(Prompt) Beginning with the line that contains "I am building", copy each remaining line of the data below exactly.

[[ Task inputs, beginning ]]

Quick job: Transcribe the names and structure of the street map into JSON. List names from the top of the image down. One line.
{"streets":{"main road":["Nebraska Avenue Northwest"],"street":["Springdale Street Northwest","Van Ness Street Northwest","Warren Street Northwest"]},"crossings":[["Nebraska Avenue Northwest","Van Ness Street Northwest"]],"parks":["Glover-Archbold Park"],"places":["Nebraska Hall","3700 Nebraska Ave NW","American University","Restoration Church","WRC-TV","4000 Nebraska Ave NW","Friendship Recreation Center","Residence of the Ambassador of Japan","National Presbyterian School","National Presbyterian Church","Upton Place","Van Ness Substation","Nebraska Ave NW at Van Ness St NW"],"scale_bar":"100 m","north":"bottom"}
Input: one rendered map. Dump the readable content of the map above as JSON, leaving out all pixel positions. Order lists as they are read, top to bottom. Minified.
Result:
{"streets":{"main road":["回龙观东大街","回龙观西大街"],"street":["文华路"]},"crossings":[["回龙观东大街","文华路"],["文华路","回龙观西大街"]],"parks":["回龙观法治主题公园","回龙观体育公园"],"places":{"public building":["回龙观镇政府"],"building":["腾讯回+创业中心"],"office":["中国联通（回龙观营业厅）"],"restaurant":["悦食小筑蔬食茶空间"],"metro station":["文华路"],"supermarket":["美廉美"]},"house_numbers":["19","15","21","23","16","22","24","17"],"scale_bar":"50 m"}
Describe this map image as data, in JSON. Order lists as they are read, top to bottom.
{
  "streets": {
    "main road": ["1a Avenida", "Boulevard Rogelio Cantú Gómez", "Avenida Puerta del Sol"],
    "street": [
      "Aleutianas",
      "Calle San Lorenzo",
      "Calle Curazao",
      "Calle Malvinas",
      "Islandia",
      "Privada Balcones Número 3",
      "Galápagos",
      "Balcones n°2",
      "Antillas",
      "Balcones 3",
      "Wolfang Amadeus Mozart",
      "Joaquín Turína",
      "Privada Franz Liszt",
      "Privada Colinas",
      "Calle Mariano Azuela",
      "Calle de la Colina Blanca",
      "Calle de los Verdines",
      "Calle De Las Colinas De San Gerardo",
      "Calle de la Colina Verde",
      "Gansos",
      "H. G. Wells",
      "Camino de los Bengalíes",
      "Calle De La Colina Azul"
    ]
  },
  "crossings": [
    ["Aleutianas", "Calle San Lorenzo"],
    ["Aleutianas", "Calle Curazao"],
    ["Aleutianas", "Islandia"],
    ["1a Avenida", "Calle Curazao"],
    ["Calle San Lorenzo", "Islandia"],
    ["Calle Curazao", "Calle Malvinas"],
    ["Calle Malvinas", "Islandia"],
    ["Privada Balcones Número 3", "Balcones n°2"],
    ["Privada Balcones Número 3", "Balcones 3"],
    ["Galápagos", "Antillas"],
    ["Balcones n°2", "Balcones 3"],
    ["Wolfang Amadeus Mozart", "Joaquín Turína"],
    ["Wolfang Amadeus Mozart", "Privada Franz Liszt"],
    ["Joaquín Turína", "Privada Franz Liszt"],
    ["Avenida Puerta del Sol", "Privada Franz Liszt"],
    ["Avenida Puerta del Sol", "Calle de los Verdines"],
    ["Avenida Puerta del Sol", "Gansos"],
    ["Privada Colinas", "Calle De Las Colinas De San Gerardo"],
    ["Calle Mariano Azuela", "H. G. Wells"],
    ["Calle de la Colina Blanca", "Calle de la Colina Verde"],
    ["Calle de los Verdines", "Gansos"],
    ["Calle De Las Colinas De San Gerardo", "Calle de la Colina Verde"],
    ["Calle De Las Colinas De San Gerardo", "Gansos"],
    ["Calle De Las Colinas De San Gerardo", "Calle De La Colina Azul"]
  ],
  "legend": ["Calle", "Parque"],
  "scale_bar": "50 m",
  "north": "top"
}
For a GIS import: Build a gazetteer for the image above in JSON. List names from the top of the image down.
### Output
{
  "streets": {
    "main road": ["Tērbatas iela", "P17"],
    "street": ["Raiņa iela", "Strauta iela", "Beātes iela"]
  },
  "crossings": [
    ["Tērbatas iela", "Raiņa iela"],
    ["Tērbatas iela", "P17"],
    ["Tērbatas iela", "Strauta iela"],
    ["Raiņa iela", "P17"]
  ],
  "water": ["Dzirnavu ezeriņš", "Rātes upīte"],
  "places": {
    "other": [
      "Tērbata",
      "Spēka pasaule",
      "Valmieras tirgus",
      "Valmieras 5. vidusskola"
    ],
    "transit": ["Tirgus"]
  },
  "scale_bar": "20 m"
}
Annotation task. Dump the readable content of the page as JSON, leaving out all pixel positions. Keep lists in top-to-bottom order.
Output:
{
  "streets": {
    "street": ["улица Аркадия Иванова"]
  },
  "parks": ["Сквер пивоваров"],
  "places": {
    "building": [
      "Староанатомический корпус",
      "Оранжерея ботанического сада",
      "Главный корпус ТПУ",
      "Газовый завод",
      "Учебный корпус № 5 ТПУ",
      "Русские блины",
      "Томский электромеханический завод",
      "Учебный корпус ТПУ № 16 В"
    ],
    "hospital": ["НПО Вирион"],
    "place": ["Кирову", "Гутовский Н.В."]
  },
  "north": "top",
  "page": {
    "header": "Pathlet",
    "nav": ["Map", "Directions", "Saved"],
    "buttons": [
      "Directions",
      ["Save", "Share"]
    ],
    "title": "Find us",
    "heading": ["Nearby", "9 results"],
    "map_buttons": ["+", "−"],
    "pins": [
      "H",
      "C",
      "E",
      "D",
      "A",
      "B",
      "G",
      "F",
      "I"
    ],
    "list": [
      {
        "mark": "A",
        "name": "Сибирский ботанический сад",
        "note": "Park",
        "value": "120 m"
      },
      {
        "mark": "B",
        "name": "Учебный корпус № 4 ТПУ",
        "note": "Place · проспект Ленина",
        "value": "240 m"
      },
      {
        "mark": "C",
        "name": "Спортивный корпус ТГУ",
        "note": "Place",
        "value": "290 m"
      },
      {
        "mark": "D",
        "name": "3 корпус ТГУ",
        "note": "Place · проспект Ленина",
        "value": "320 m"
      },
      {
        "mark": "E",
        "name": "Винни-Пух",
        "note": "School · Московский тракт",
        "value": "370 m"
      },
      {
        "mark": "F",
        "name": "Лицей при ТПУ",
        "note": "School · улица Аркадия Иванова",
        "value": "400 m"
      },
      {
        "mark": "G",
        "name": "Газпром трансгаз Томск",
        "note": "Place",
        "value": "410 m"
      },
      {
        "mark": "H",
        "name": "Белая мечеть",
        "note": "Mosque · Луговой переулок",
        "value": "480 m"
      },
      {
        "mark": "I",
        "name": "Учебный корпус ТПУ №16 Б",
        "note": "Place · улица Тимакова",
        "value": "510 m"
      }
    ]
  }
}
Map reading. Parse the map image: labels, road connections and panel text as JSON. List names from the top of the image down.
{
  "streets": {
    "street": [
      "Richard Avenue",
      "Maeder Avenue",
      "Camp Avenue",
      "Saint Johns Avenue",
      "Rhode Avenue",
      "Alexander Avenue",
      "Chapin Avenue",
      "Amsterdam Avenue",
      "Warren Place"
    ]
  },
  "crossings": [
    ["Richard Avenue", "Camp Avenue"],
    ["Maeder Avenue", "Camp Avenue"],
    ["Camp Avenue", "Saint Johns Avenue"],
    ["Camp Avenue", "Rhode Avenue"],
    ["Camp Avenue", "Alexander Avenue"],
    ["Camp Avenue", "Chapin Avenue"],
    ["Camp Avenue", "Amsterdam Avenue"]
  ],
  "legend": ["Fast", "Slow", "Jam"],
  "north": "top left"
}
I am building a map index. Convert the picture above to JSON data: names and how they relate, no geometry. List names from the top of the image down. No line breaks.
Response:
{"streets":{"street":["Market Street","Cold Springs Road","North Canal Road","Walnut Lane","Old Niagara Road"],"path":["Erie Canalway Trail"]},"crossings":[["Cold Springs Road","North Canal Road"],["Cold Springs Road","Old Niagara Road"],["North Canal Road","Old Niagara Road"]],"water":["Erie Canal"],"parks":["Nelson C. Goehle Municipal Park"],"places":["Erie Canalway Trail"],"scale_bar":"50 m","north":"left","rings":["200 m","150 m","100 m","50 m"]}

[[ Task inputs, end ]]

(Answer to this task)
I am building a map index. Convert the picture above to JSON data: names and how they relate, no geometry. List names from the top of the image down. No line breaks.
Response:
{"streets":{"street":["Market Street","Cold Springs Road","North Canal Road","Walnut Lane","Old Niagara Road"],"path":["Erie Canalway Trail"]},"crossings":[["Cold Springs Road","North Canal Road"],["Cold Springs Road","Old Niagara Road"],["North Canal Road","Old Niagara Road"]],"water":["Erie Canal"],"parks":["Nelson C. Goehle Municipal Park"],"places":["Erie Canalway Trail"],"scale_bar":"50 m","north":"left","rings":["200 m","150 m","100 m","50 m"]}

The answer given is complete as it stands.